In its final report, the taskforce identifies five areas of priority, and it makes 38 recommendations to address these. The five areas are:
prioritising support for families, workers and communities to better respond to people affected by ice;
increasing efforts to reduce demand for ice through prevention activities;
recognising that ice users need treatment and support services that cater to their needs;
disrupting drug trafficking and supply networks through a more co-ordinated and targeted approach; and
a more rigorous approach to research and regular reporting is needed to strengthen Australia’s response and keep it on track.
The taskforce notes that the ice market has been extraordinarily resilient due to manufacturing processes, ease of transport, the dichotomy of local crime syndicates as producers and the influence of transnational crime groups as importers.
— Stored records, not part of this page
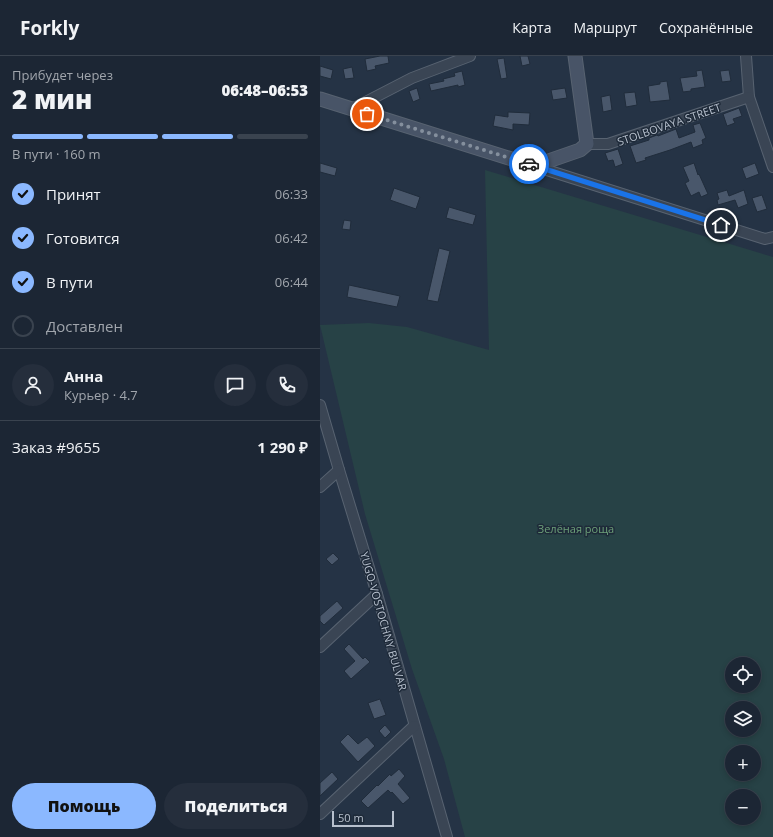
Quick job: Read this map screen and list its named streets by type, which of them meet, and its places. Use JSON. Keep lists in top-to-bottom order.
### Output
{
  "streets": {
    "street": ["STOLBOVAYA STREET", "YUGO-VOSTOCHNY BULVAR"]
  },
  "parks": ["Зелёная роща"],
  "scale_bar": "50 m",
  "page": {
    "header": "Forkly",
    "nav": ["Карта", "Маршрут", "Сохранённые"],
    "heading": ["2 мин", "Прибудет через", "06:48–06:53"],
    "panel": [
      "Анна",
      "Курьер · 4.7",
      "Заказ #9655",
      "1 290 ₽"
    ],
    "bar": "В пути · 160 m",
    "list": [
      ["Принят", "06:33"],
      ["Готовится", "06:42"],
      ["В пути", "06:44"],
      "Доставлен"
    ],
    "map_buttons": ["+", "−"],
    "buttons": ["Помощь", "Поделиться"],
    "scale": "50 m"
  }
}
Additionally, the taskforce recognises the lack of mature collaboration and co-ordination arrangements between Commonwealth, state and territory law enforcement agencies. Its report observes that challenges remain in ensuring a unified response and the timely exchange of intelligence in relation to ice.
Will it work?
The taskforce acknowledges that this war will not be won overnight and will not be won by law enforcement alone. It recognises that practical programs and supportive funding need to be put in place to address those already using ice and those susceptible to using it.
Having identified where the stakeholders are failing, the challenge will be to get them to recognise these failings and move forward in a spirit of co-operation.
The report argues that the Australian government needs to:
… introduce a simplified governance model to support greater cohesion and coordination of law enforcement, health, education and other responses to drug misuse in Australia, with a direct line of authority to relevant ministers responsible for contributing to a national approach.
The taskforce has presented a framework for tackling the multiple issues ice presents for Australian society. It is now in government’s hands to take this framework and implement real initiatives to have any chance of success.